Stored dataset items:
-- Opening Marker --

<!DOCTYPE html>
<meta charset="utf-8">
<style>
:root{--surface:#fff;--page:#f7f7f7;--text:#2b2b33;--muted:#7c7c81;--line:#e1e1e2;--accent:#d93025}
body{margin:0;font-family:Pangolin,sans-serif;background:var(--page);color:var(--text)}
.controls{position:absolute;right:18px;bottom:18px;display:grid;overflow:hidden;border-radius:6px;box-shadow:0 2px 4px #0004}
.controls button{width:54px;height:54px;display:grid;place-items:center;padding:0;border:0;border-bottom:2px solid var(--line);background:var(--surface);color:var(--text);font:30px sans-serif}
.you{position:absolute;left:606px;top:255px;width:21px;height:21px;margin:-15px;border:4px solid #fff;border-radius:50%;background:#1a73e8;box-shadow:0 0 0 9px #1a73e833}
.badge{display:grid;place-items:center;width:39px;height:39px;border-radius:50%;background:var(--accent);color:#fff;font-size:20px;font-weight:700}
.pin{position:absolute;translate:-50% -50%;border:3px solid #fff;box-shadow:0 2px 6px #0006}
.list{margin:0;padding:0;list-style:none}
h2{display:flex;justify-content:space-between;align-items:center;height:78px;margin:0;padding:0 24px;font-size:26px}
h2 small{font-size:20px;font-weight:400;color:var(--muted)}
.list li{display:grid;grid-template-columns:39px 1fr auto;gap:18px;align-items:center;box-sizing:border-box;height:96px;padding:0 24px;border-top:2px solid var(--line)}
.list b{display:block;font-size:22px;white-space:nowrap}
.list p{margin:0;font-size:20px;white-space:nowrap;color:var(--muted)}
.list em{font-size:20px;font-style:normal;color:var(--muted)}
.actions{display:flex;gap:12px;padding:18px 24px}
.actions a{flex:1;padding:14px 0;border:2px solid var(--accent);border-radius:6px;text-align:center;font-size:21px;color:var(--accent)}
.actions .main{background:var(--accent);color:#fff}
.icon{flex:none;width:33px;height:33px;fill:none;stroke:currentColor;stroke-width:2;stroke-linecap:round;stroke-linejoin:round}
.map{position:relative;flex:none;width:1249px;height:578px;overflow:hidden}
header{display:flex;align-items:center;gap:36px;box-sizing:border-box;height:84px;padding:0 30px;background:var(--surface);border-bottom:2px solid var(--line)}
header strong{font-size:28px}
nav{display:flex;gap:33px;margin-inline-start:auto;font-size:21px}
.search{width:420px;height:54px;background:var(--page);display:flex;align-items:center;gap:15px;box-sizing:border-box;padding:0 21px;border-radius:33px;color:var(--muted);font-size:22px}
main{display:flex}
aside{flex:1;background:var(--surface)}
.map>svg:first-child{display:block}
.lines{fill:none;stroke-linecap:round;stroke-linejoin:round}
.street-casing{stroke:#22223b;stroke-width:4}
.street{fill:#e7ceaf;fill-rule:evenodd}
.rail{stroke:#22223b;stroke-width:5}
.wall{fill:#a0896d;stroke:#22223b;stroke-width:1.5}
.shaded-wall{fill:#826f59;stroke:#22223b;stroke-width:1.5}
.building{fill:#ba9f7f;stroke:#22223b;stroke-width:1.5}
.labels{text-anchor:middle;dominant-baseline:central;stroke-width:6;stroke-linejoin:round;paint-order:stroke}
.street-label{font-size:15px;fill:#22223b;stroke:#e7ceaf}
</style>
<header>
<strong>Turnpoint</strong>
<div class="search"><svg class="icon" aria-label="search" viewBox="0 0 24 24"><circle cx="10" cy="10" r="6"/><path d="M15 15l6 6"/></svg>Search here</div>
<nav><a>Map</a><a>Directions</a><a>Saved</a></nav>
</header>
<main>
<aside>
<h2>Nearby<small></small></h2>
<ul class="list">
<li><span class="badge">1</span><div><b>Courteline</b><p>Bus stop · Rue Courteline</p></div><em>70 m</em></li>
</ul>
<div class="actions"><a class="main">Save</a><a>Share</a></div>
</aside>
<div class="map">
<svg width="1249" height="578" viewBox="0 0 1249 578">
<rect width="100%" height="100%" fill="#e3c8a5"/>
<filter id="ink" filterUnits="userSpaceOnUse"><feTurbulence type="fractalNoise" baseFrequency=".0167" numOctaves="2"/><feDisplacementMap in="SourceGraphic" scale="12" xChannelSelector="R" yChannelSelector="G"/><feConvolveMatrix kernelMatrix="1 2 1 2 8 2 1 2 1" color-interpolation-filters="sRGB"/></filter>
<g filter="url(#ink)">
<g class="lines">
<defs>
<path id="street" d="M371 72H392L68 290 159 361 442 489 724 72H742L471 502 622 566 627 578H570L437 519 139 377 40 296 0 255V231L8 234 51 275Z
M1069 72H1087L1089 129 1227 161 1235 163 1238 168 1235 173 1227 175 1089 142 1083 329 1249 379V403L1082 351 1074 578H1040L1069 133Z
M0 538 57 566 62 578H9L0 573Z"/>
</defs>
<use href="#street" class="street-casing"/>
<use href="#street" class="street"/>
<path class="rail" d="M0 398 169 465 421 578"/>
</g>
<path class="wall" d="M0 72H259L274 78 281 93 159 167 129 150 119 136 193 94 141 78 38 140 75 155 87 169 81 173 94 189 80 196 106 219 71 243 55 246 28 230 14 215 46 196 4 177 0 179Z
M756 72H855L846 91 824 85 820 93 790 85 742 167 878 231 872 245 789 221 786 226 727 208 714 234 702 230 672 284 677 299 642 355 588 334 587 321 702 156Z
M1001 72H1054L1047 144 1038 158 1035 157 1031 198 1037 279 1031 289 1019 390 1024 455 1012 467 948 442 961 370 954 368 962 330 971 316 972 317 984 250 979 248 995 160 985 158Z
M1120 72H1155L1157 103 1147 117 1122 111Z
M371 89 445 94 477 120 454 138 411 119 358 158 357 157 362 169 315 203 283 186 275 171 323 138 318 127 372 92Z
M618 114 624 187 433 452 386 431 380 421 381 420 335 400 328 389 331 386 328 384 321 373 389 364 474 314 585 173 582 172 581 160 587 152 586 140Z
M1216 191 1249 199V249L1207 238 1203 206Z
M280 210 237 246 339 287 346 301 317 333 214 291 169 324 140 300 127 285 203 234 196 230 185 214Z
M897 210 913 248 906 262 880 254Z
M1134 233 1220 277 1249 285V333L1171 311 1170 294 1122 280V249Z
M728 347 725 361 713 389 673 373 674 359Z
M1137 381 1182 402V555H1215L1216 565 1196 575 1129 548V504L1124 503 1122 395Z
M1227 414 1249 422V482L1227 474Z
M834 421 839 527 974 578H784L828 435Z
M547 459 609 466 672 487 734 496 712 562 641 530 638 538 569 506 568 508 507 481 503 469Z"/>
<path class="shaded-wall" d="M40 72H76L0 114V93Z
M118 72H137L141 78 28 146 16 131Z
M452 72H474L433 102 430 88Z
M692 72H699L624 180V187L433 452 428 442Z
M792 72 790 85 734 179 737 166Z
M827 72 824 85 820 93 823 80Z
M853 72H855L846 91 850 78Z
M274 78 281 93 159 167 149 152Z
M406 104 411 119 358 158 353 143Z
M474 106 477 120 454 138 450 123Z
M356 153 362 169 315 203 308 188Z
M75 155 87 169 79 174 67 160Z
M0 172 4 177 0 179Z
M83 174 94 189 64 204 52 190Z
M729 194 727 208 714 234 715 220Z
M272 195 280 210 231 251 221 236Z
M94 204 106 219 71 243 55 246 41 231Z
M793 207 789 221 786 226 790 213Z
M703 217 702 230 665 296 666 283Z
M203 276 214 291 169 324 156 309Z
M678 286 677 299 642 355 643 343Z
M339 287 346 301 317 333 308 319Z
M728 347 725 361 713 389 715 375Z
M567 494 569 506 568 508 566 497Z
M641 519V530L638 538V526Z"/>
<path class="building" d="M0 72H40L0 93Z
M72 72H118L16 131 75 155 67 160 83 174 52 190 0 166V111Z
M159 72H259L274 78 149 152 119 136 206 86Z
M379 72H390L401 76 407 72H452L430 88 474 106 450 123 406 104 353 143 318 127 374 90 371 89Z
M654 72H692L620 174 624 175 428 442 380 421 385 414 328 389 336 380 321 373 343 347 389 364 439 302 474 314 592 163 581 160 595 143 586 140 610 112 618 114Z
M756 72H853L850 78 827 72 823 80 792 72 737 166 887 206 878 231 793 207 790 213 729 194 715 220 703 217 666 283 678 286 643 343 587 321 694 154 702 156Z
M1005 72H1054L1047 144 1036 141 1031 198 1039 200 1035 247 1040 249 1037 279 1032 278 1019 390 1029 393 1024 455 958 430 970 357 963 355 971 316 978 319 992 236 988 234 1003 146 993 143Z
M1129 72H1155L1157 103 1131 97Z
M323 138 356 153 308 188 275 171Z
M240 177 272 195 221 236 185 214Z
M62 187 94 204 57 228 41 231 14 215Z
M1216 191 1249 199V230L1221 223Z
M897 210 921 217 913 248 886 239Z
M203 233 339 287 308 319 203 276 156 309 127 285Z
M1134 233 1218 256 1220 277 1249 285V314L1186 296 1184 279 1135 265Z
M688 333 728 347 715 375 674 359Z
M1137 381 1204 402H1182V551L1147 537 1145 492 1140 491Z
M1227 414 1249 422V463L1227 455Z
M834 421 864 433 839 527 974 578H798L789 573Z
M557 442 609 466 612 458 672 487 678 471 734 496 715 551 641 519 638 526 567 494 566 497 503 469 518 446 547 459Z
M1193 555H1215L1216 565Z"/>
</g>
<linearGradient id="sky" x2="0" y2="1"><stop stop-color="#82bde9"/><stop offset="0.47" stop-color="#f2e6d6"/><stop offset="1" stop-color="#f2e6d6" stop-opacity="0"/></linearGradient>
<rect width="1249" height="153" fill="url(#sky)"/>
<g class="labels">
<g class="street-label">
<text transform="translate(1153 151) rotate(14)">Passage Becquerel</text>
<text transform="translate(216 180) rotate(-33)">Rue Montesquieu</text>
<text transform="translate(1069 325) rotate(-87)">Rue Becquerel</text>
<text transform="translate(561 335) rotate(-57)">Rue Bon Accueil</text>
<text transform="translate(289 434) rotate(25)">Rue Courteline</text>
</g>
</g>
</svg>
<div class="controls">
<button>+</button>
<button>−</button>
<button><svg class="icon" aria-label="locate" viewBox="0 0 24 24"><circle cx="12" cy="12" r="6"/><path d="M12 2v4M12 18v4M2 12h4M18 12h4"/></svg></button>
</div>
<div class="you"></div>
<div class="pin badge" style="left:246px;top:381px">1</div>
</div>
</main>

-- Closing Marker --

**Brief:** Whenever a line above includes "absolute", copy it in full.

**Answer for this exercise:**
.controls{position:absolute;right:18px;bottom:18px;display:grid;overflow:hidden;border-radius:6px;box-shadow:0 2px 4px #0004}
.you{position:absolute;left:606px;top:255px;width:21px;height:21px;margin:-15px;border:4px solid #fff;border-radius:50%;background:#1a73e8;box-shadow:0 0 0 9px #1a73e833}
.pin{position:absolute;translate:-50% -50%;border:3px solid #fff;box-shadow:0 2px 6px #0006}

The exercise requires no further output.